So journaling after emotional experiences allows us to process them when we can understand them cognitively and (in some cases) consciously for the first time.

But, of course, many otherwise valuable coaching sessions and experiential learning activities don't evoke strong emotions; is it helpful to journal in these cases as well?  Again, Ledoux's work suggests that it is.  From an interview with Ledoux conducted by the Dana Foundation:

There is both an upside and a downside to the fact that emotional states make memories stronger. The upside is that we remember our emotional experiences to a greater extent than non-emotional ones. The downside is that we remember our emotional experiences to a greater extent than non-emotional ones.

So journaling after non-emotional experiences bolsters our memories of these experiences and helps to insure that they're not lost among our more powerful and long-lasting emotional memories.

One final thought--Ledoux also discussed with Brockman the potent and even destructive power of emotional memories:

Many people have problems with their emotional memories; psychologists' offices are filled with people who are basically trying to take care of and alter emotional memories, get rid of them, hold them in check.

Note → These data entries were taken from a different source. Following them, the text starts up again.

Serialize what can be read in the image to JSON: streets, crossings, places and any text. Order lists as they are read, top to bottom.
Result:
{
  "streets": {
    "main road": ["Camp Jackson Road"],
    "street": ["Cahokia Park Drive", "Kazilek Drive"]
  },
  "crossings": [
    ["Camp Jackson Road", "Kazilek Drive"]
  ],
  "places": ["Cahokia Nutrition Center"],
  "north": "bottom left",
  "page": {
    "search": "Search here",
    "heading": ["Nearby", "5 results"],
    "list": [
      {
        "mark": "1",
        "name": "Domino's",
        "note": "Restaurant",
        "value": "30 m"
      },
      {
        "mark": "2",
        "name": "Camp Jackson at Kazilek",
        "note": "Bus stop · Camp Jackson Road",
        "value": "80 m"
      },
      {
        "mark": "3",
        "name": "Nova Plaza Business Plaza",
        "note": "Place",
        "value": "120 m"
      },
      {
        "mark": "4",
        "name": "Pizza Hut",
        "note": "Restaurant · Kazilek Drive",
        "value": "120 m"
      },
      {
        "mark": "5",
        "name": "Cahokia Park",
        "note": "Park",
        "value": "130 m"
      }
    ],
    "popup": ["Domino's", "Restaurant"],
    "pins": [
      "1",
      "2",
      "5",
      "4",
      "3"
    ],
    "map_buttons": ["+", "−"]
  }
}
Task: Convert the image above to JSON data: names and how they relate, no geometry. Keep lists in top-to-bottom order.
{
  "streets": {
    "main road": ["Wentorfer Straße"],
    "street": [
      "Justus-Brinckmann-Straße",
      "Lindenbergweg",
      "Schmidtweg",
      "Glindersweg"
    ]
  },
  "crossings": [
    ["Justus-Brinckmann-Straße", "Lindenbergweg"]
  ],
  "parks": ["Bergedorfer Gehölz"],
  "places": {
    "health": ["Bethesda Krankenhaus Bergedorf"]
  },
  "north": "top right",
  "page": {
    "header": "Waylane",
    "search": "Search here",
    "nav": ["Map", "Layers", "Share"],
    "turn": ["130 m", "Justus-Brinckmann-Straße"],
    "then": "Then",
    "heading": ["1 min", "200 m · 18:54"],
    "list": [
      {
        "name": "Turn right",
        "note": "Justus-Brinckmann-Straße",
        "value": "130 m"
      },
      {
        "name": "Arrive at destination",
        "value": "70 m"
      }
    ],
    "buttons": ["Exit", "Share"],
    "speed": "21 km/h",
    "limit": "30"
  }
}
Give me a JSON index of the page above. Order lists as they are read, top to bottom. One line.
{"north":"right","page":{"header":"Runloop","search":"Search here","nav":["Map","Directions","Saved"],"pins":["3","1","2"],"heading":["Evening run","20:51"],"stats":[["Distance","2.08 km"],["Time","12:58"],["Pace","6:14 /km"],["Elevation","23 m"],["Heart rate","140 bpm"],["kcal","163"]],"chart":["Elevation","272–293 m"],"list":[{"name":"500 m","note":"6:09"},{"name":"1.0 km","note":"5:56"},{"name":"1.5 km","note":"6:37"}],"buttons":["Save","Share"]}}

I'd never suggest that journal-writing is a substitute for psychological care, but I do wonder if the experience of cognitively processing emotional memories in a journal entry might have some transformative power, allowing us not only to better understand those memories but also to better manage and make use of them.

Moleskine(Perhaps surprisingly, given my general fondness for technology, I'm a big fan of journaling with pen and paper.  The downsides are manifest--not searchable, not archivable, and the stuff does tend to pile up.  But the upside is that it's a lot less tempting to edit and re-write, and I just get my thoughts out and move on.  A sentence today is worth a page tomorrow.   I'm not picky about pens--I prefer cheap blue Bics--but I truly love Moleskine notebooks.)

Thanks to Mark Oehlert for refererring me to Ledoux in the first place. Photos by Del Far and culture.culte.  Yay Flickr and Creative Commons.

Mar 05, 2008

William James on Experiential Learning

William JamesA few months ago I read Robert Richardson's William James: In the Maelstrom of American Modernism, and I'm still absorbing the lessons to be learned from this incredibly rich intellectual biography.  In the book's penultimate chapter, Richardson quotes from James's Some Problems of Philosophy:

The intellectual life of man consists almost wholly in his substituting a conceptual order for the perceptual order in which his experience originally comes.

The profound meaning of this quote for me is rooted in the fact that my work hinges upon the unique ability of experiential learning to expand both our self-awareness and our behavioral repertoire, and (by extension) upon the inability of conventional modes of instruction to achieve the same results.  Richardson continues:

For this aspect of his later thinking, James has been called anti-intellectual.  A better description of his real position would be anti-abstraction; best would be to recognize it as the culmination of a lifelong protest on behalf of experience.  This is not a new position for James, of course.  It is the same clear opposition to Plato, who denigrates perceptual knowledge as mere sense impressions, and contrasts them with ideas, which are true and eternal.  Jame's life work had been to reverse this polarity, to answer Plato.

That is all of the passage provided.